Le moins que l'on puisse dire, c'est que MobileMe, le nouveau service en ligne prenant la suite de .Mac, pour synchroniser les mails, calendriers ou contacts, s'est attiré en quelques jours une réputation aussi détestable que le précédent produit grand public ayant arboré le suffixe « Me », le tristement célèbre Windows Millenium. Très vite, MobileMe s'est retrouvé affublé de noms d'oiseaux et de sobriquets aussi amusants que « MobileMess » ou « imMobileMe ». Quelle erreur monumentale Apple a-t-il pu commettre pour en arriver là ? Sans doute précipiter le lancement du service pour qu'il sorte en même temps que l'iPhone 3G, l'App Store et la version 2.0 du logiciel de l'iPhone alors que, visiblement, la plupart de ces produits n'étaient pas prêts. C'est néanmoins MobileMe qui s'est attiré l'essentiel des foudres, peut être de manière excessive, même si Apple a visiblement tendu le bâton pour se faire battre.

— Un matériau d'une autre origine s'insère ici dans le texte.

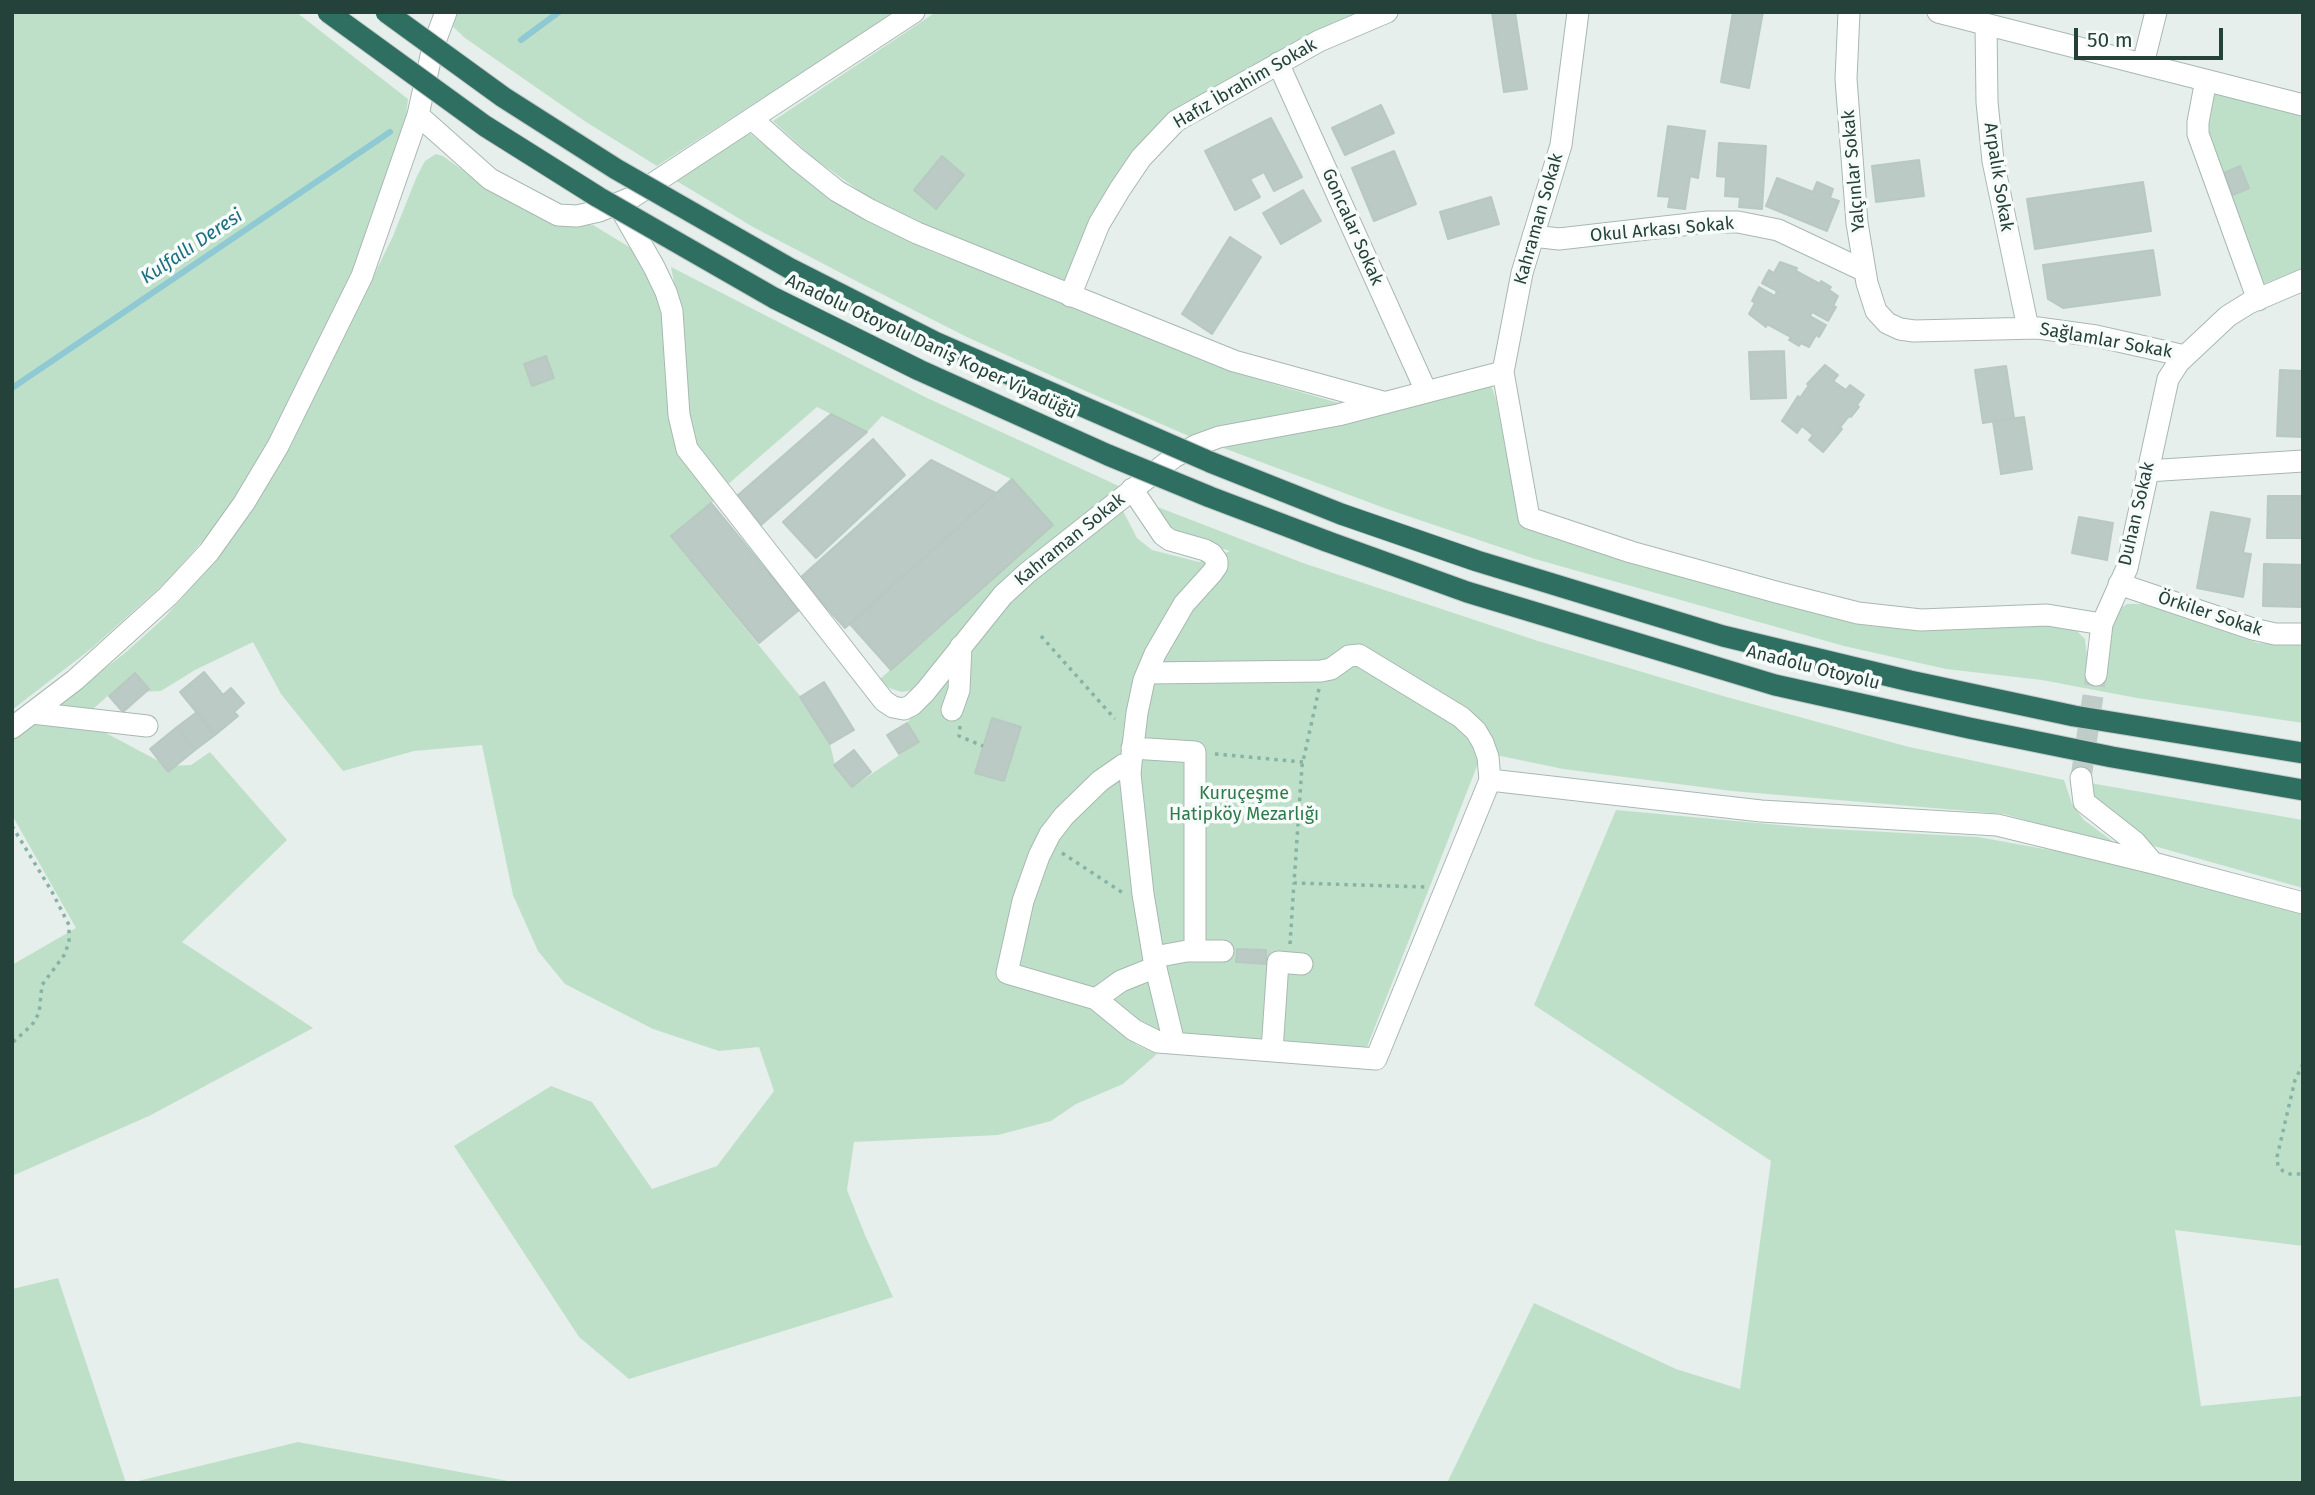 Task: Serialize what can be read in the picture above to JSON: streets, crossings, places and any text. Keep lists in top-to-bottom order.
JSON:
{
  "streets": {
    "highway": ["Anadolu Otoyolu Daniş Koper Viyadüğü", "Anadolu Otoyolu"],
    "street": [
      "Hafız İbrahim Sokak",
      "Yalçınlar Sokak",
      "Arpalık Sokak",
      "Kahraman Sokak",
      "Goncalar Sokak",
      "Okul Arkası Sokak",
      "Sağlamlar Sokak",
      "Duhan Sokak",
      "Örkiler Sokak"
    ]
  },
  "crossings": [
    ["Hafız İbrahim Sokak", "Goncalar Sokak"],
    ["Yalçınlar Sokak", "Okul Arkası Sokak"],
    ["Yalçınlar Sokak", "Sağlamlar Sokak"],
    ["Arpalık Sokak", "Sağlamlar Sokak"],
    ["Kahraman Sokak", "Goncalar Sokak"],
    ["Kahraman Sokak", "Okul Arkası Sokak"],
    ["Sağlamlar Sokak", "Duhan Sokak"],
    ["Anadolu Otoyolu Daniş Koper Viyadüğü", "Anadolu Otoyolu"],
    ["Duhan Sokak", "Örkiler Sokak"]
  ],
  "water": ["Kulfallı Deresi"],
  "parks": ["Kuruçeşme Hatipköy Mezarlığı"],
  "scale_bar": "50 m"
} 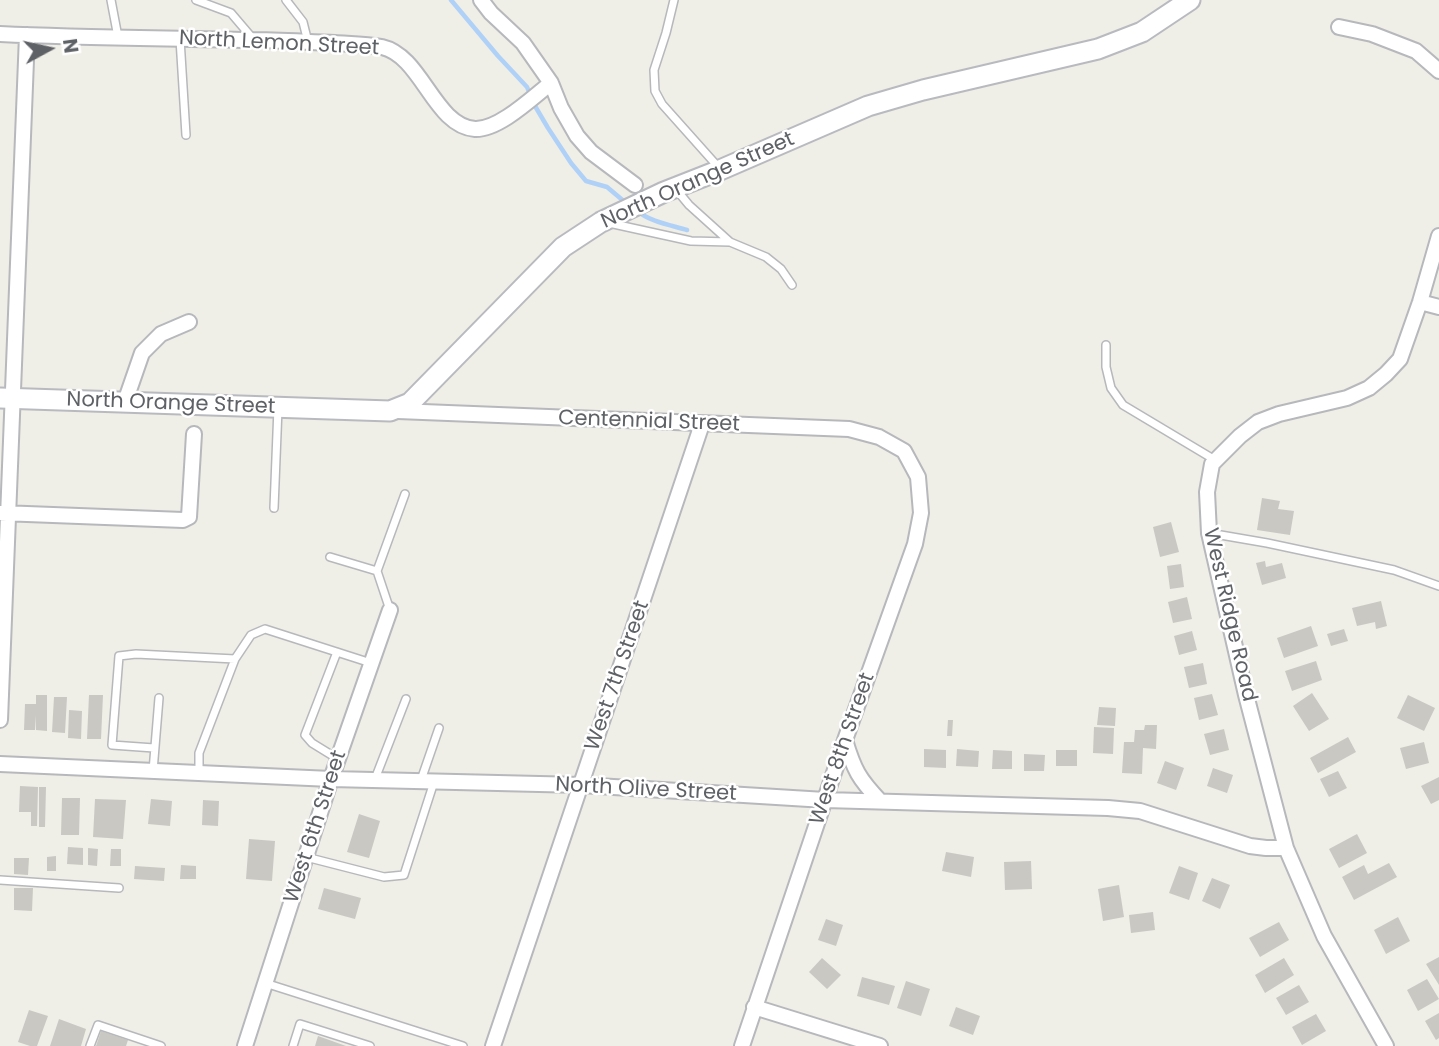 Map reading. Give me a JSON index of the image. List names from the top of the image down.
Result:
{
  "streets": {
    "street": [
      "North Lemon Street",
      "North Orange Street",
      "Centennial Street",
      "West Ridge Road",
      "West 7th Street",
      "West 8th Street",
      "North Olive Street",
      "West 6th Street"
    ]
  },
  "crossings": [
    ["North Orange Street", "Centennial Street"],
    ["Centennial Street", "West 7th Street"],
    ["Centennial Street", "West 8th Street"],
    ["West Ridge Road", "North Olive Street"],
    ["West 7th Street", "North Olive Street"],
    ["West 8th Street", "North Olive Street"],
    ["North Olive Street", "West 6th Street"]
  ],
  "north": "right"
}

Si le démarrage de MobileMe a été marqué par des problèmes à répétition (pertes de données, erreurs de facturation, indisponibilité des services…), les choses semblent être rentrées dans l'ordre et on peut se pencher à tête reposée sur le service tant décrié. Car au-delà des polémiques sur son lancement objectivement raté, MobileMe propose tout de même une offre prometteuse, à savoir la synchronisation de ses mails, de ses agendas et de ses contacts entre son ordinateur (Mac ou PC), son iPhone et des applications Web dont Apple a vanté l'ergonomie, sans compter d'autres services tels que la synchronisation de photos et la gestion d'un espace de stockage en ligne de 20 Go, qui faisaient déjà partie de .Mac, son prédécesseur destiné, comme son nom l'indiquait, aux seuls utilisateurs de Mac OS X. MobileMe, malgré ses erreurs de jeunesse, vaut-il son prix de 79 euros par an ? Le service loge-t-il les utilisateurs de Mac et de PC à la même enseigne ? Fonctionne-t-il sur tous les principaux navigateurs ? Tentons d'écarter les « on dit » et de répondre à ces questions.
L'offre MobileMe
Avant de rentrer dans le vif du sujet, attardons-nous sur l'offre proposée par le service MobileMe. Il faut préciser d'emblée que ce n'est pas du tout la première tentative d'Apple en la matière : MobileMe descend du service payant .Mac, qui lui-même prenait la suite des outils gratuits iTools. Etant donné que MobileMe est censé s'adresser aussi bien à des utilisateurs de Mac que de PC ou d'iPhone (qui utilisent aussi bien un Mac qu'un PC, voire les deux), nous ne baserons pas notre test sur les avancées ou reculs par rapport à .Mac. On peut tout de même noter que, pour les utilisateurs de Mac, MobileMe reprend en très grande partie les services proposés par .Mac, à l'exception de certaines fonctionnalités telles que l'accès aux signets en ligne ou l'envoi de cartes électroniques.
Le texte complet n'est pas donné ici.